Life Without Sound is an awakening for Cloud Nothings frontman Dylan Baldi. Since debuting in 2009 when Baldi was still a Case Western Reserve University student, the indie-rock band has kept its fans around the world at an enigmatic distance.
Featured in Rolling Stone and The New York Times, the buzzy alternative group became known for Baldi’s yowling and talk-singing ambiguous lyrics over fuzzy guitars and clamor of visceral sounds.
But the 25-year-old has grown more confident as an artist. He’s made a conscious effort to dig deeper with his vocals and songwriting, resulting in a fifth record that drops much of the scream-out “life sucks” mystique for a midtempo collection of tracks that showcases finesse and intent.

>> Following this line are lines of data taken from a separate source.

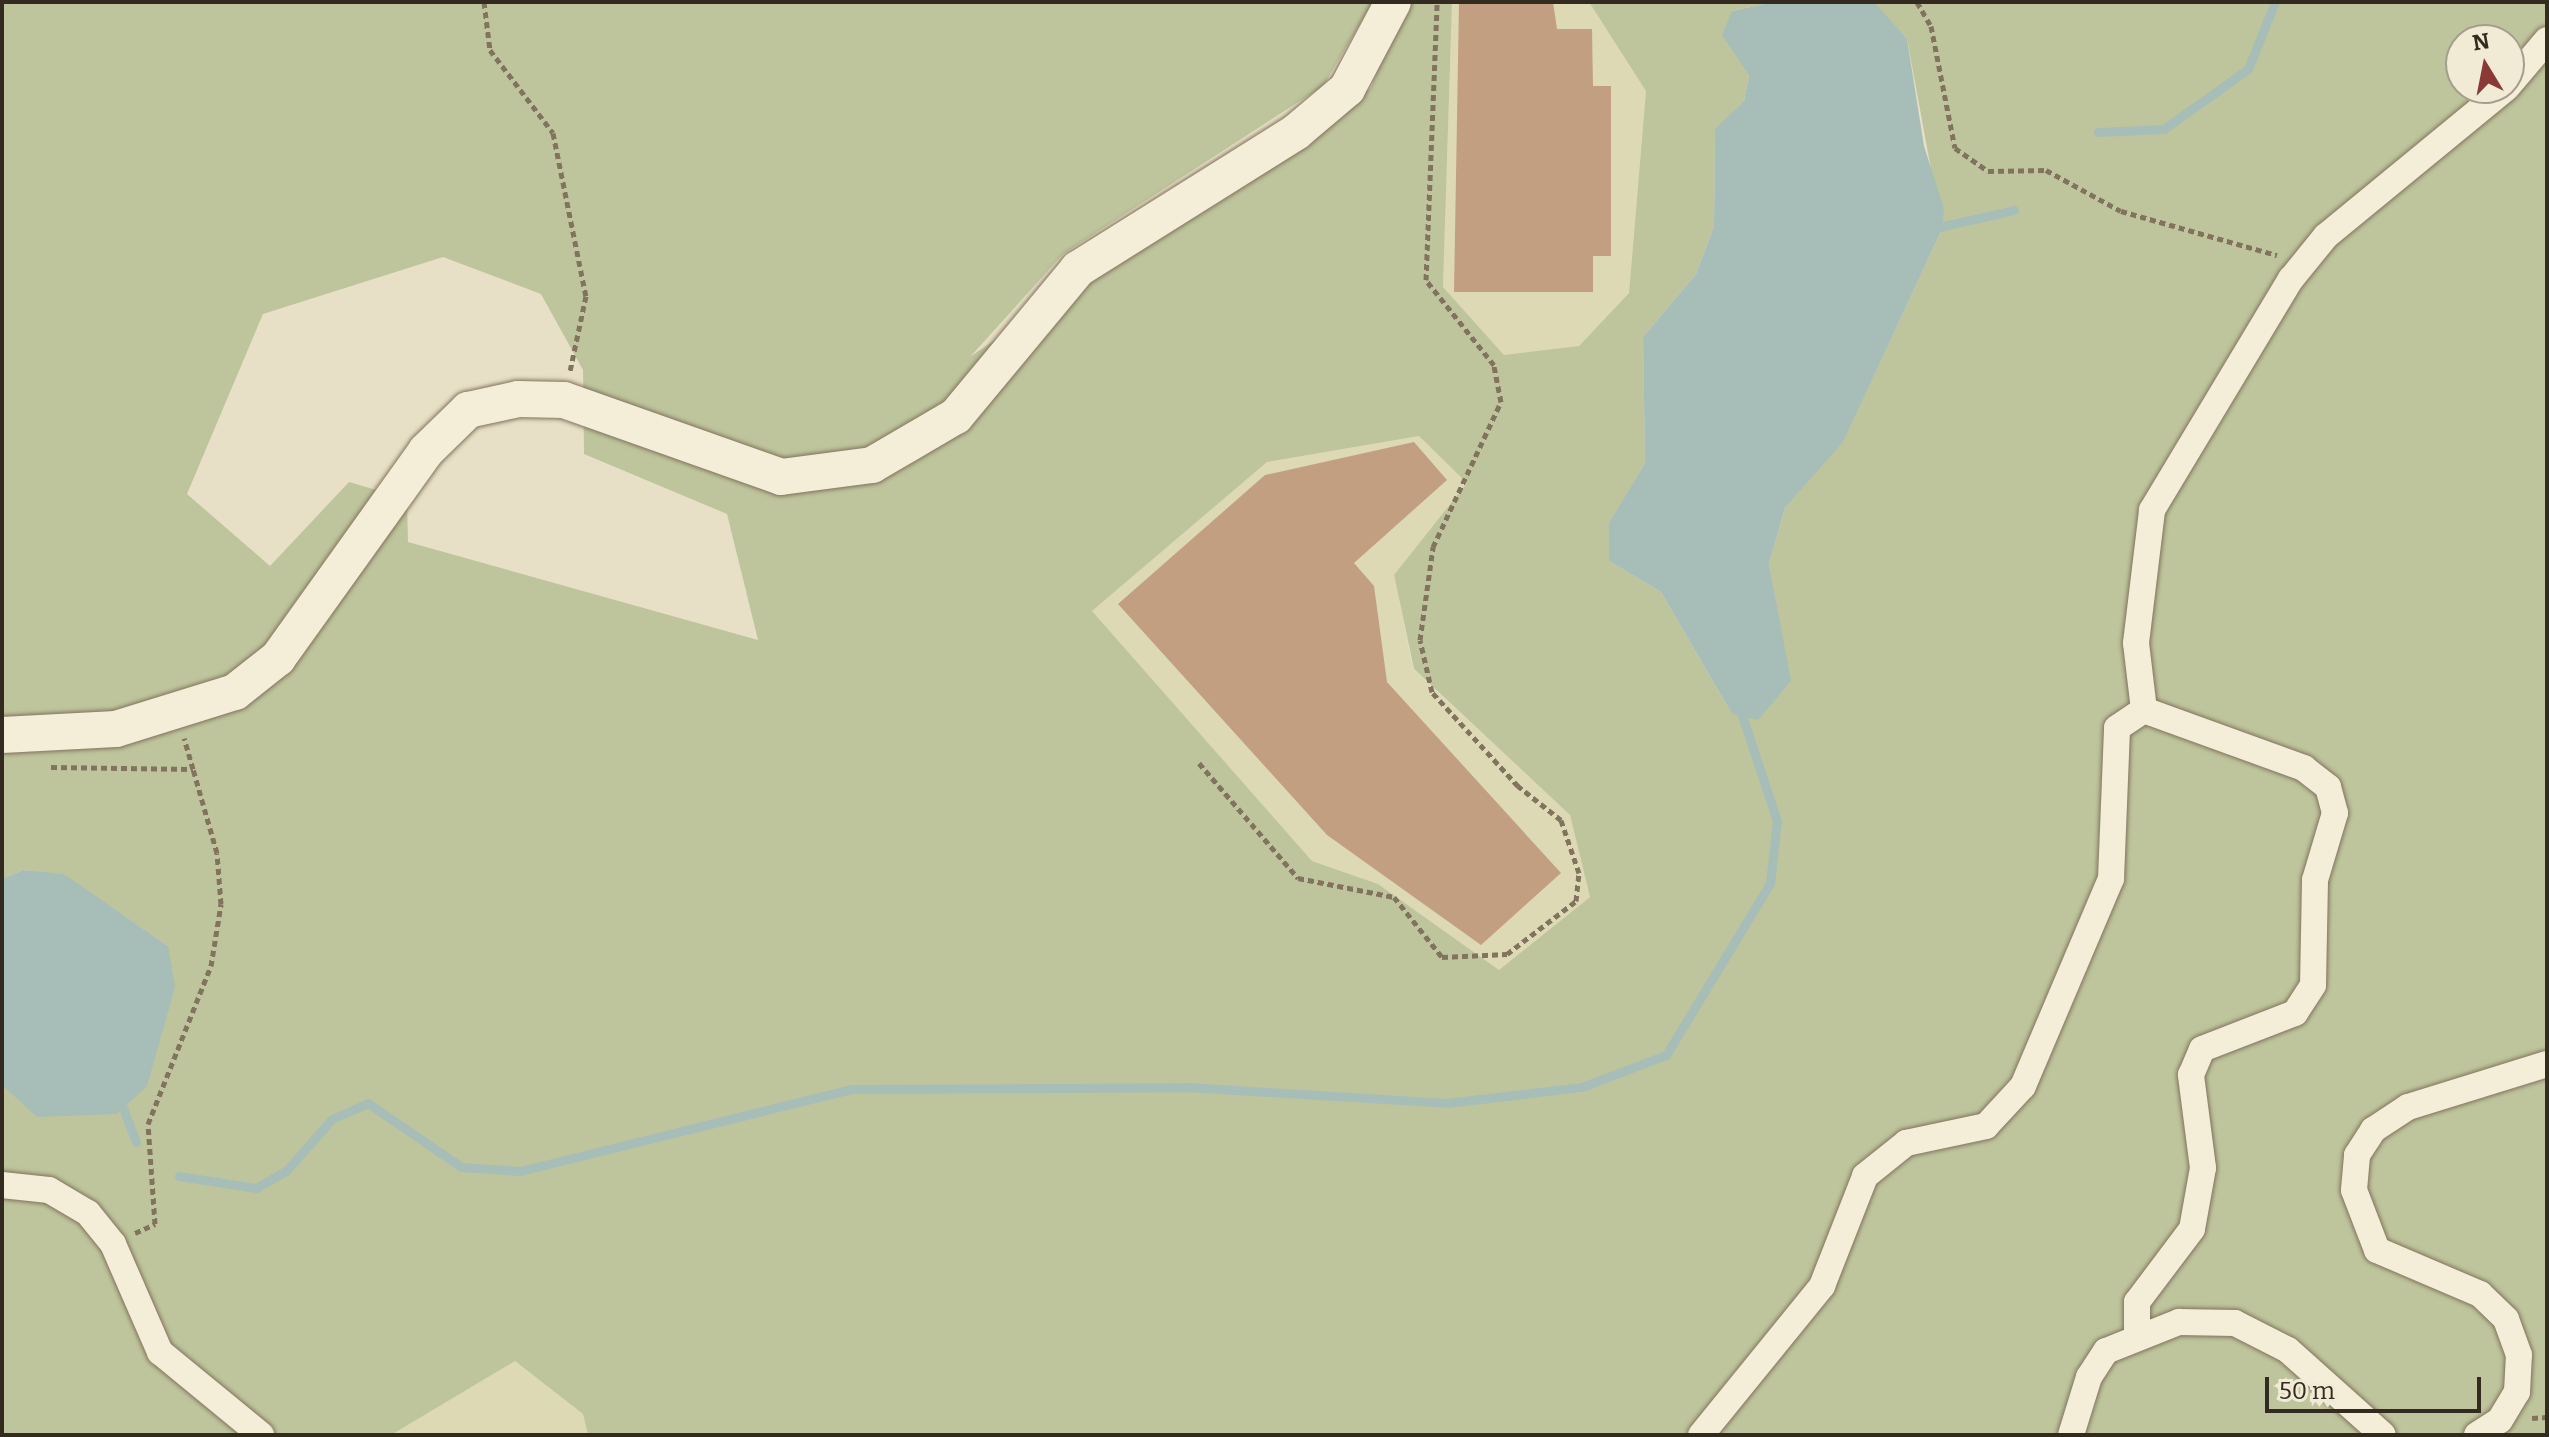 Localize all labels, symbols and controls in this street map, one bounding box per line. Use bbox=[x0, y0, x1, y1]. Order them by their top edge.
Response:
north arrow bbox=[2445, 24, 2525, 104]
text: N bbox=[2470, 27, 2492, 57]
scale bar bbox=[2269, 1361, 2485, 1411]
text: 50 m bbox=[2279, 1377, 2335, 1405] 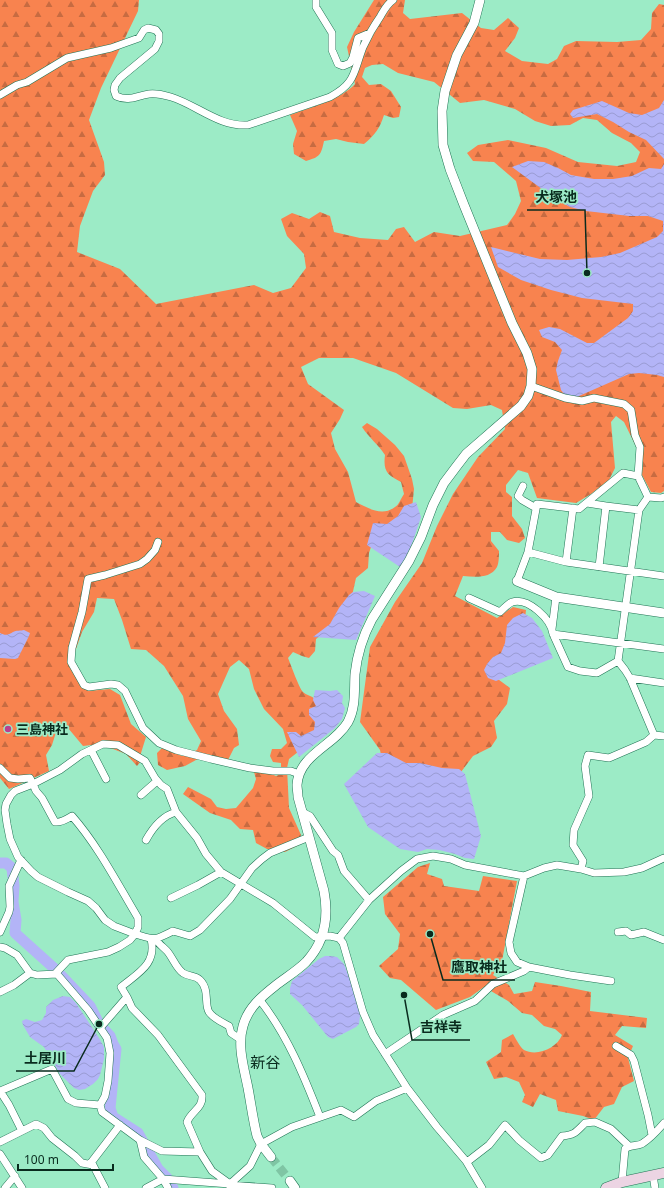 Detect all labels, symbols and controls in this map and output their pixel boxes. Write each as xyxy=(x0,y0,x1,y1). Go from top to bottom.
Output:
callout: 犬塚池 xyxy=(527,184,585,210)
text: 犬塚池 xyxy=(535,187,577,206)
place label: 三島神社 xyxy=(16,720,68,738)
marker: 三島神社 xyxy=(3,724,13,734)
callout: 鷹取神社 xyxy=(443,954,515,980)
text: 鷹取神社 xyxy=(451,957,507,976)
callout: 吉祥寺 xyxy=(412,1014,470,1040)
text: 吉祥寺 xyxy=(420,1017,462,1036)
callout: 土居川 xyxy=(16,1045,74,1071)
text: 土居川 xyxy=(24,1048,66,1067)
district label: 新谷 xyxy=(250,1052,280,1072)
scale bar xyxy=(18,1146,113,1172)
text: 100 m xyxy=(24,1151,59,1168) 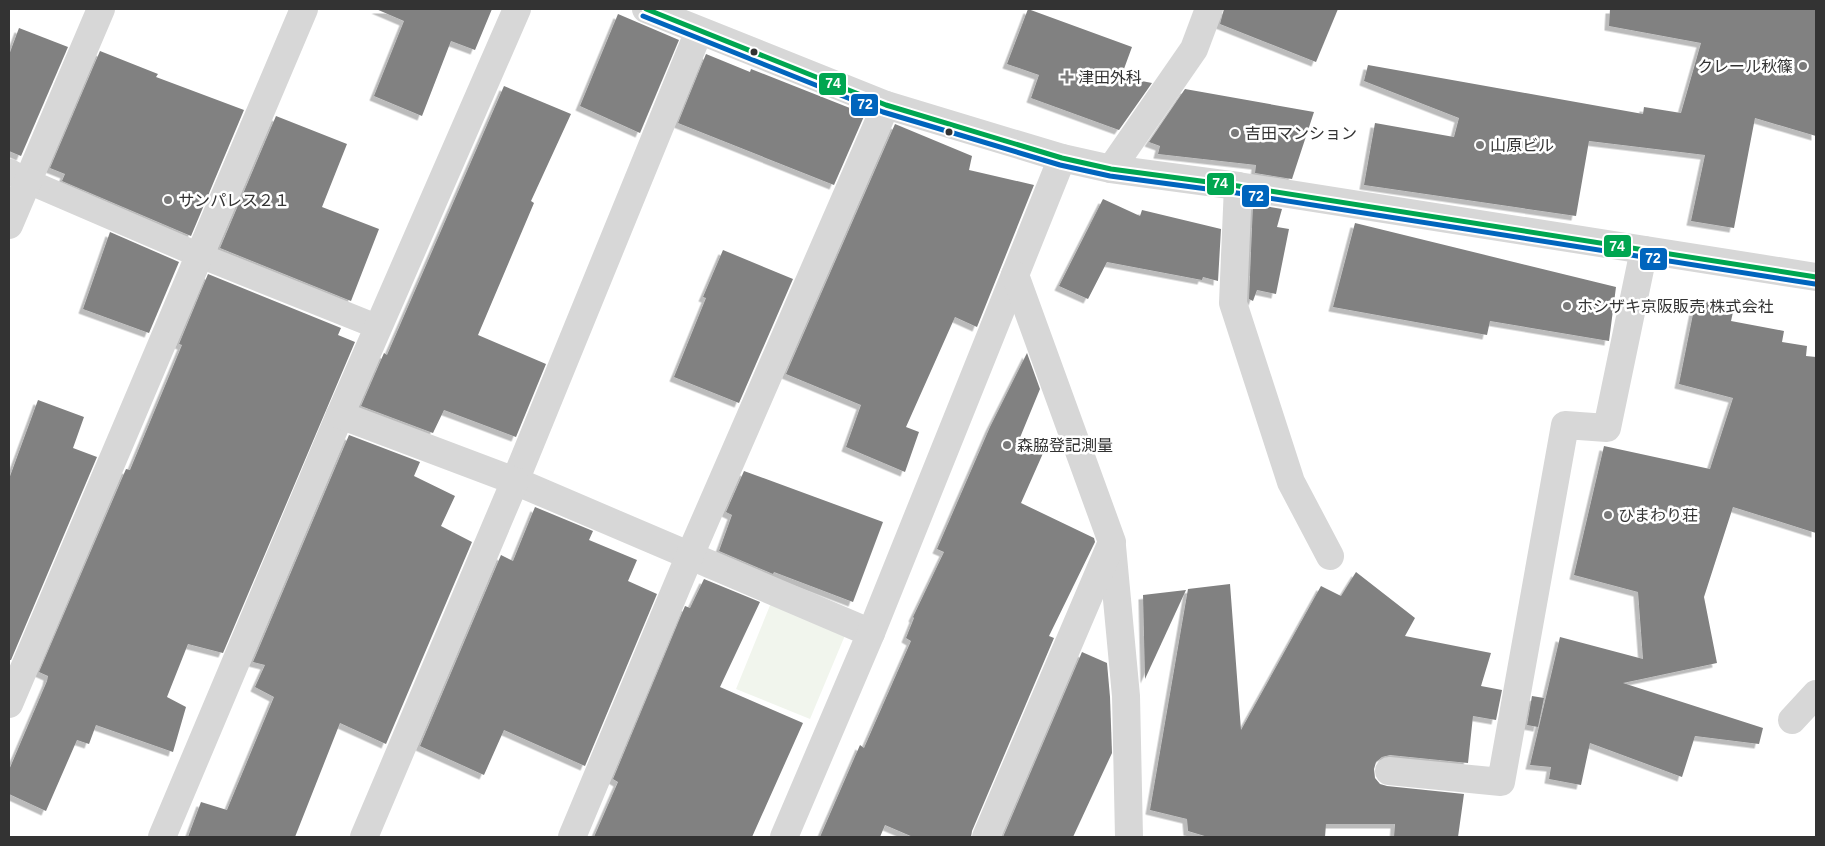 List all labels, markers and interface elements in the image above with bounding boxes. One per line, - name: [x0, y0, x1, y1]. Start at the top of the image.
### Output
- unlabelled marker: [749, 47, 759, 57]
- place label: クレール秋篠: [1697, 58, 1793, 75]
- marker: クレール秋篠: [1797, 60, 1809, 72]
- place label: 津田外科: [1078, 69, 1142, 86]
- marker: 津田外科: [1060, 70, 1074, 84]
- line badge: 74: [818, 72, 847, 96]
- text: 74: [825, 75, 841, 91]
- line badge: 72: [850, 93, 879, 117]
- text: 72: [857, 96, 873, 112]
- place label: 吉田マンション: [1245, 125, 1357, 142]
- unlabelled marker: [944, 127, 954, 137]
- marker: 吉田マンション: [1229, 127, 1241, 139]
- place label: 山原ビル: [1490, 137, 1554, 154]
- marker: 山原ビル: [1474, 139, 1486, 151]
- line badge: 74: [1206, 172, 1235, 196]
- text: 74: [1212, 175, 1228, 191]
- line badge: 72: [1241, 184, 1270, 208]
- text: 72: [1248, 188, 1264, 204]
- place label: サンパレス２１: [178, 192, 290, 209]
- marker: サンパレス２１: [162, 194, 174, 206]
- line badge: 74: [1603, 234, 1632, 258]
- text: 74: [1609, 238, 1625, 254]
- line badge: 72: [1639, 247, 1668, 271]
- text: 72: [1645, 250, 1661, 266]
- place label: ホシザキ京阪販売 株式会社: [1577, 298, 1773, 315]
- marker: ホシザキ京阪販売 株式会社: [1561, 300, 1573, 312]
- place label: 森脇登記測量: [1017, 437, 1113, 454]
- marker: 森脇登記測量: [1001, 439, 1013, 451]
- place label: ひまわり荘: [1618, 507, 1698, 524]
- marker: ひまわり荘: [1602, 509, 1614, 521] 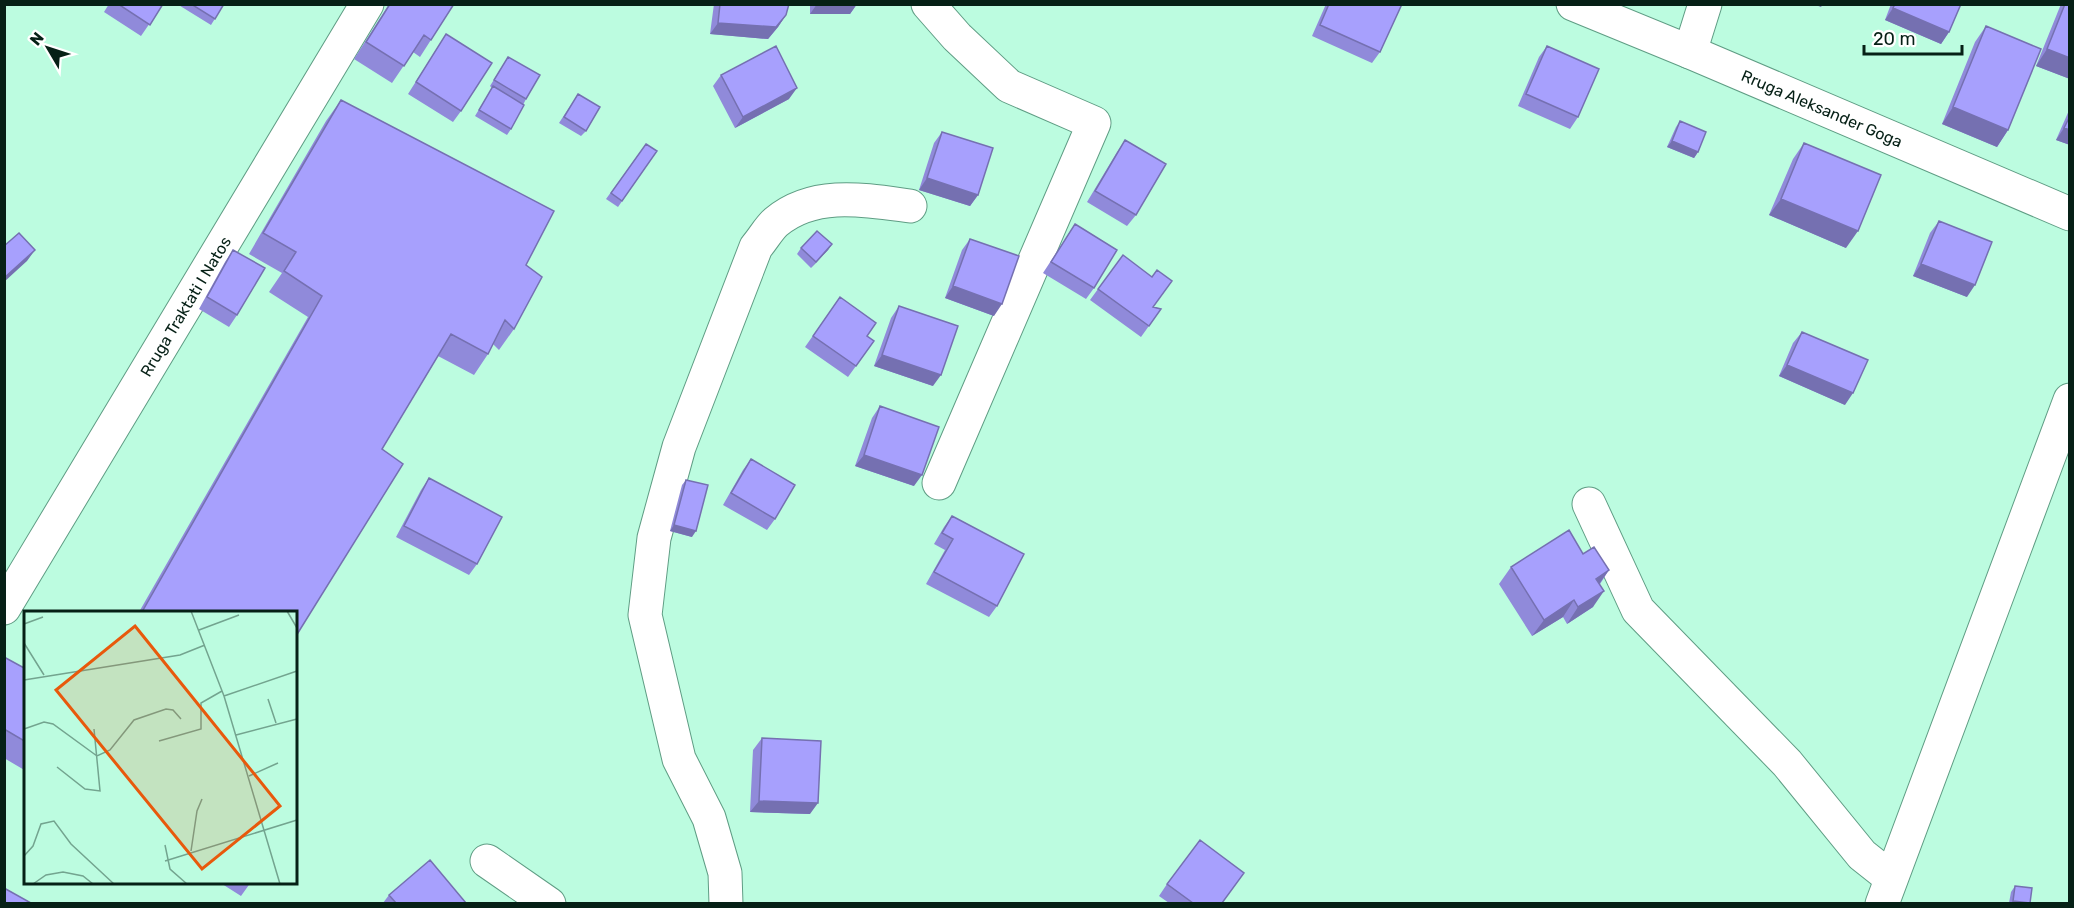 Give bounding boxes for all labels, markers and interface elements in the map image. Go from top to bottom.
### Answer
north arrow [18,18,78,78]
scale bar [1864,18,1962,56]
text: N [26,28,48,49]
text: 20 m [1873,28,1915,50]
street label: Rruga Aleksander Goga [1739,66,1905,151]
street label: Rruga Traktati I Natos [136,233,235,380]
inset map [24,611,297,884]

“It’s only cool to have a veil for so long before you’re not saying anything,” he says. “To have a veil and no purpose behind it, you’re just existing.”
The record gives off a maturity exhibited in a greater awareness of others with songs that revolve around relationships and the world at-large. “It’s just me and what I’m thinking on this one,” Baldi says. The band kicks off a world tour at the Beachland Ballroom Jan. 26 with Life Without Sound releasing the next day. Baldi dissects four songs from his most personal record yet.
“Up To The Surface”: The record opens with a soft piano intro that builds into a “little explosion.” The song flashes back to a dark period when Baldi was living in Massachusetts with a musician girlfriend, who was often away touring. He moved back to Cleveland in January 2016 and felt better when he was with friends and family. “[It] is a literal description of coming out of a long state of loneliness,” he says.
“Things Are Right With You”: What sounds like one of the most positive songs on the record actually started as possibly the saddest. Baldi wrote an acoustic demo for a good friend whose father was dying from cancer. He tweaked it to be more hopeful for the album. “I changed the lyrics to sort of be about a general sense of letting go and [realizing] things are OK,” he says.
“Modern Act”: For the music video, Baldi and his bandmates jokingly dress as senior citizens trying to find meaning on a beach in Lorain and Sachsenheim Hall in Cleveland. Yet, this song carries one of the most crucial lessons of Baldi’s time alone: You need people. “It’s about how important it is to relate to people and find common ground with anyone who is a good and decent person,” he says.
“Internal World”: This track started with the soaring finale in mind. “I wanted the whole song to slowly build toward a large ending,” he says. Baldi says this song helps him admit his faults. “I was pretty introverted and selfish in a lot of ways for a lot of my life. This song is about looking around, seeing what else is going on in the world.”